*WHAT YOU HAVE TO DO*
Tally the lines below containing "list" and report only the total.

.....

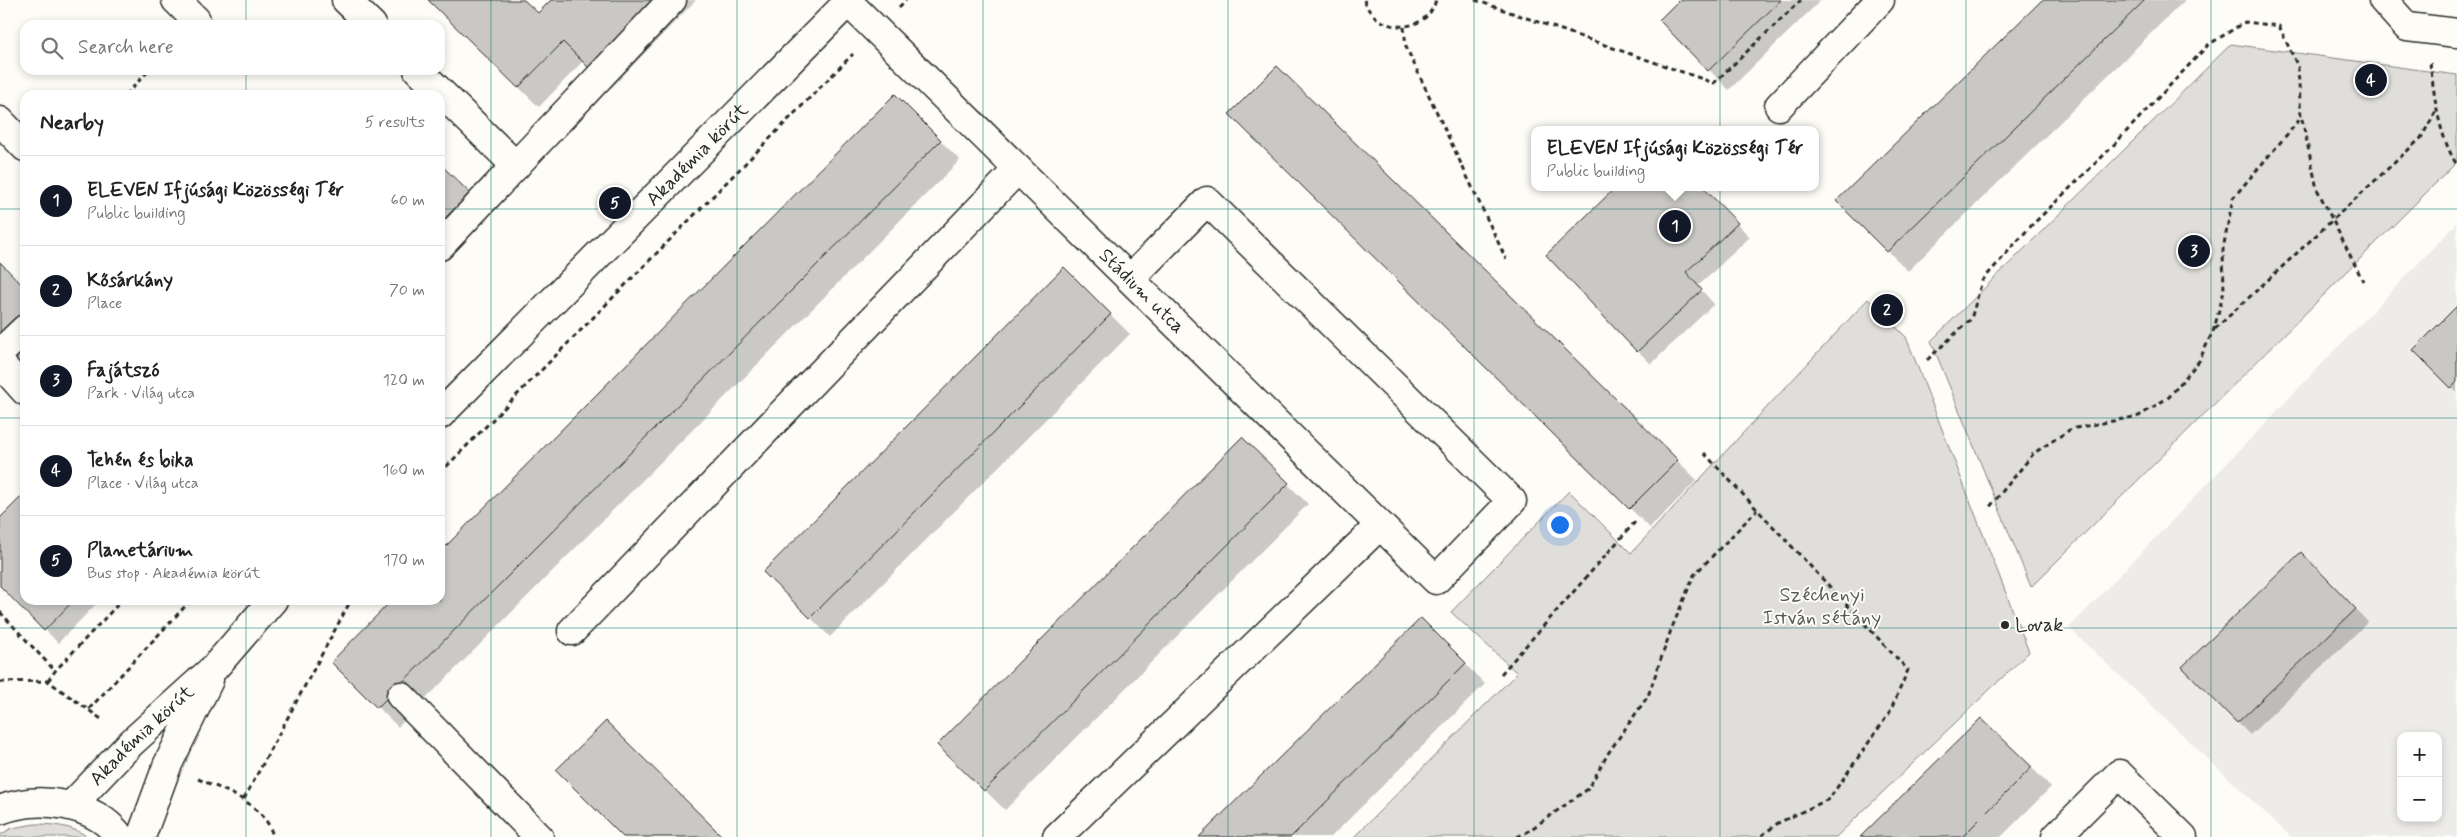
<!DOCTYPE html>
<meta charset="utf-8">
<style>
:root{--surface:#fff;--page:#f2f2f2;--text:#222;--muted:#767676;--line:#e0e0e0;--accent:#111827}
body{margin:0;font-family:Mynerve,sans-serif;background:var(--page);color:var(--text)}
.controls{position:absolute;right:15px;bottom:15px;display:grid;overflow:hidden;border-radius:10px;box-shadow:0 2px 8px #0003}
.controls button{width:45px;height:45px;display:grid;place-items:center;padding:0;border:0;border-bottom:1px solid var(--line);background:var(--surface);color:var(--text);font:25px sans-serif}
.you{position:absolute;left:1559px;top:524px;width:18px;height:18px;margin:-12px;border:4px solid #fff;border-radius:50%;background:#1a73e8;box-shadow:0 0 0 8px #1a73e833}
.badge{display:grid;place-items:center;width:32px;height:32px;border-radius:50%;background:var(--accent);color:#fff;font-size:16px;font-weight:700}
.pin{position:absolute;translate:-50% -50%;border:2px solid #fff;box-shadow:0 1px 5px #0006}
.popup{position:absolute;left:1531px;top:126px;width:288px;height:65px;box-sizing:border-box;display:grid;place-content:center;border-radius:10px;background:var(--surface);filter:drop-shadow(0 1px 4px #0005);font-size:16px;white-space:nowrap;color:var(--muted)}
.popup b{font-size:19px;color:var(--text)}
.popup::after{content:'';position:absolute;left:50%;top:100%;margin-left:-10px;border:10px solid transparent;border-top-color:var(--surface)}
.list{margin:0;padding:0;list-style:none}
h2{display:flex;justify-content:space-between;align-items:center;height:65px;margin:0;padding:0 20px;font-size:21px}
h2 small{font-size:16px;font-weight:400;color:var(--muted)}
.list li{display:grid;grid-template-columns:32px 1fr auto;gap:15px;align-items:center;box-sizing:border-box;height:90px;padding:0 20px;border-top:1px solid var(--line)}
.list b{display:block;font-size:19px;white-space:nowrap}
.list p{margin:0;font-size:16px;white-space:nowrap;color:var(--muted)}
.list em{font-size:16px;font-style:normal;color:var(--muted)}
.icon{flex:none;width:28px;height:28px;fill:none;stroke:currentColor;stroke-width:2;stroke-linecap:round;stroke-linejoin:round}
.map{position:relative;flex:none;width:2457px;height:837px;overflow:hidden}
.search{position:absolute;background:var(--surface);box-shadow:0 2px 8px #0003;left:20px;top:20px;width:425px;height:55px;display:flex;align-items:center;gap:12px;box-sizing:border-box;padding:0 18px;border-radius:15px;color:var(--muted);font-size:19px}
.panel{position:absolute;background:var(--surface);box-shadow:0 2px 8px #0003;left:20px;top:90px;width:425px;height:515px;border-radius:15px}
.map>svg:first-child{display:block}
.built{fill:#edece8;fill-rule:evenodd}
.green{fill:#dfdeda;stroke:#858482}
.shadow{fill:#0003}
.building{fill:#c9c8c4;stroke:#2b2b2b}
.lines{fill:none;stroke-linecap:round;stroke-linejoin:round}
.minor-casing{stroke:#2b2b2b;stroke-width:31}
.path{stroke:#2b2b2b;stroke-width:3;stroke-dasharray:5 4;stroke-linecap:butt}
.minor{stroke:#fdfcf7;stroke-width:28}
.grid{fill:none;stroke:#0f766e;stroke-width:1;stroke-opacity:0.55}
.poi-dot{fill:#2b2b2b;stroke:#fdfcf7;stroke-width:2}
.labels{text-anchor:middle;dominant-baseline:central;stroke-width:4;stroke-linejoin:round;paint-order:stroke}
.street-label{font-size:20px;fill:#2b2b2b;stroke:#fdfcf7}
.park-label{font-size:20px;fill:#585857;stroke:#fdfcf7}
.poi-label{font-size:20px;fill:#2b2b2b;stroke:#fdfcf7;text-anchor:start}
</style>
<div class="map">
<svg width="2457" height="837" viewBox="0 0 2457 837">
<rect width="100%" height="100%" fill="#fdfcf7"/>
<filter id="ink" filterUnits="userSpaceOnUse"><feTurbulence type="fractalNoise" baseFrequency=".02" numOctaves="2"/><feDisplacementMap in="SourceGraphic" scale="10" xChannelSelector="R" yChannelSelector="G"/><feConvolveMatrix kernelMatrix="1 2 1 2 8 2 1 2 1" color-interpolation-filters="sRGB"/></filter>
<g filter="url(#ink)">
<path class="built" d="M 2457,223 L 2457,837 L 2291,837 L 2069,628 ZM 2401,736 L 2438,736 L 2438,818 L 2401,818 Z"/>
<path class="green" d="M 2231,44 L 2457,75 L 2457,162 L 2031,587 L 1931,341 Z
M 1868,299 L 1906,337 L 2029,652 L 1836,837 L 1354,837 L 1517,673 L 1451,612 L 1569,491 L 1631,553 Z
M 35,824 C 54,824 72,826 88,837 L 0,837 L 0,835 L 12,828 Z"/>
<path class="shadow" d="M 429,0 L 522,0 L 538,15 L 552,0 L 696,0 L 611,88 L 583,61 L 539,107 Z
M 1681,0 L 1821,0 L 1729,90 L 1660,20 Z
M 2044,0 L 2185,0 L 1908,271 L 1838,201 Z
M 1277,67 L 1697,480 L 1650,528 L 1231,114 Z
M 895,96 L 960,160 L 398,727 L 332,662 L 394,600 L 440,600 L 440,554 Z
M 440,165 L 489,214 L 440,264 Z
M 1702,187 L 1750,237 L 1698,286 L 1714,304 L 1651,364 L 1638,351 Z
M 0,263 L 25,289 L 25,353 L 0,377 Z
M 1064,269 L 1130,334 L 830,637 L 765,572 Z
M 2457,308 L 2457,392 L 2415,350 Z
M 1242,439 L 1308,504 L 1005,810 L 939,745 Z
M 25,494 L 25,600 L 100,600 L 58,643 L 0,584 L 0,520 Z
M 2314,567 L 2368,622 L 2250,735 L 2237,722 Z
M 1421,619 L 1485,684 L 1331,837 L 1201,837 Z
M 2031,767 L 2051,787 L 2001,837 L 1862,837 Z"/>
<path class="building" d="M 428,0 L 524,0 L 538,13 L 551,0 L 657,0 L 590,69 L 563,42 L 518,88 Z
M 1679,0 L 1781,0 L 1708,71 L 1659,20 Z
M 2042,0 L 2145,0 L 1887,252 L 1836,201 Z
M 1277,66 L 1678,460 L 1629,509 L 1229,114 Z
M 895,94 L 941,140 L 377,708 L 331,662 L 392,600 L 440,600 L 440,552 Z
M 440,164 L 470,193 L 440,224 Z
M 1616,187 L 1703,187 L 1738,223 L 1686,272 L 1702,290 L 1637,352 L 1546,255 Z
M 0,262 L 25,288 L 25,314 L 0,338 Z
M 1064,267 L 1111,314 L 810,618 L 763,572 Z
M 2457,306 L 2457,382 L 2451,388 L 2413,350 Z
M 1242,437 L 1289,483 L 984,791 L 937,745 Z
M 25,493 L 25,600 L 74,600 L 44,631 L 0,586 L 0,518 Z
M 2301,552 L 2356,609 L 2237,723 L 2182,667 Z
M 1421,618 L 1466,663 L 1291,837 L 1199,837 Z
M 1981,718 L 2032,767 L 1962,837 L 1860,837 Z
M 606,721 L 723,837 L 623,837 L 556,770 Z"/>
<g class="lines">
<g class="minor-casing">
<g id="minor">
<path d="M 176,0 L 196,20"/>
<path d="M 346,0 L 372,25"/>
<path d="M 2383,0 L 2407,27 L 2457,33"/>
<path id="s1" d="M 848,2 L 1436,580 L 1512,501 L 1207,201 L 1130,279"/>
<path d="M 418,70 L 516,166"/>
<path d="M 1779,106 L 1880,0"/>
<path d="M 0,121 L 25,147"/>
<path d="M 440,246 L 672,0"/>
<path d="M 0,353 L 25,329"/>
<path d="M 0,363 L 25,391"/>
<path id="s2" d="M 440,415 L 850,0"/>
<path d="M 572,631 L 1018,169"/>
<path d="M 401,696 L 539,837"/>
<path id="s3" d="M 71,806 L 131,743 L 215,667 L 273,600"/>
<path d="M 0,810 C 38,795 94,802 120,837"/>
<path d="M 141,837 L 167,766 L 209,680"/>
<path d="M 1057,837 L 1380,525"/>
<path d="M 2056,837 L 2119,774 L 2183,837"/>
</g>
</g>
<path class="path" d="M 1364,0 C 1375,34 1426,36 1436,0
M 1475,0 L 1714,83 L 1801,0
M 899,7 L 906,0
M 1404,27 L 1406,47 L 1506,259
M 2430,63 C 2435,99 2438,134 2457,165
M 126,95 L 149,70
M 2302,119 L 2317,189 L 2363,281
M 2215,329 L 2421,138 L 2436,111
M 1927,360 L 1971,319 L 1982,281 L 2029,228 L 2108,151 L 2208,45 L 2245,22 L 2279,26 L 2298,67 L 2301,118 L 2233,198 L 2223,249 L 2224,291 L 2214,329 L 2199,361 L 2169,397 L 2139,416 L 2071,429 L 2034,453 L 1988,509
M 1704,453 L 1908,670 L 1890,712 L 1829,799 L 1778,823 L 1760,837
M 440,473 L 853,54
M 0,612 L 55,671
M 1501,674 L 1635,522
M 48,681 L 55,671 L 122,600
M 0,682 L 48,681 L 104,721
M 89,709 L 191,600
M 198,779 C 226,791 266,804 273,837
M 244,799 L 351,600
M 1517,837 L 1527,832 L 1588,789 L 1609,752 L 1648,696 L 1671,630 L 1694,575 L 1757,510"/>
<use href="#minor" class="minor"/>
</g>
</g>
<path class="grid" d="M 246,0 L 246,25M 491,0 L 491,837M 737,0 L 737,837M 983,0 L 983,837M 1228,0 L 1228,837M 1474,0 L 1474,837M 1720,0 L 1720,837M 1966,0 L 1966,837M 2211,0 L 2211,837M 246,70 L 246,95M 0,209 L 25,209M 440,209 L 2457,209M 0,418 L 25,418M 440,418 L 2457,418M 246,600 L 246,837M 0,628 L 2457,628"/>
<circle class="poi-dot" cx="2005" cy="625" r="5"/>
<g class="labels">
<g class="street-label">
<text stroke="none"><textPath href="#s2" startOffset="366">Akadémia körút</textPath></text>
<text stroke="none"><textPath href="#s1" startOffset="412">Stádium utca</textPath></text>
<text stroke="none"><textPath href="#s3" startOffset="100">Akadémia körút</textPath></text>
</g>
<g class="park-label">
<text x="1822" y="595">Széchenyi<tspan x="1822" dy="23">István sétány</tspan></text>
</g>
<g class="poi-label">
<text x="2015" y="625">Lovak</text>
</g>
</g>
</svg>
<div class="controls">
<button>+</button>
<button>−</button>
</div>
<div class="you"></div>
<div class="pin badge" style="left:1675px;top:226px">1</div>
<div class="popup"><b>ELEVEN Ifjúsági Közösségi Tér</b>Public building</div>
<div class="pin badge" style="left:1887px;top:310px">2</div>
<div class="pin badge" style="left:2194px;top:251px">3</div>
<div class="pin badge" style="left:2371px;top:80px">4</div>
<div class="pin badge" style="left:615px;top:203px">5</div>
<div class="search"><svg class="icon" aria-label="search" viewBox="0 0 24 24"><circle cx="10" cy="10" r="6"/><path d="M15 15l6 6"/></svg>Search here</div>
<section class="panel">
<h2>Nearby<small>5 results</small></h2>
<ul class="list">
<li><span class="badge">1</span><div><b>ELEVEN Ifjúsági Közösségi Tér</b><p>Public building</p></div><em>60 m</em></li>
<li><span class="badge">2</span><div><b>Kősárkány</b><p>Place</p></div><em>70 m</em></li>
<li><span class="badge">3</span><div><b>Fajátszó</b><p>Park · Világ utca</p></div><em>120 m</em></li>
<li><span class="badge">4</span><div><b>Tehén és bika</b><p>Place · Világ utca</p></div><em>160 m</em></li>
<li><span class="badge">5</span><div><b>Planetárium</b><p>Bus stop · Akadémia körút</p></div><em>170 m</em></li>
</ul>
</section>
</div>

.....

*RESPONSE AREA*
6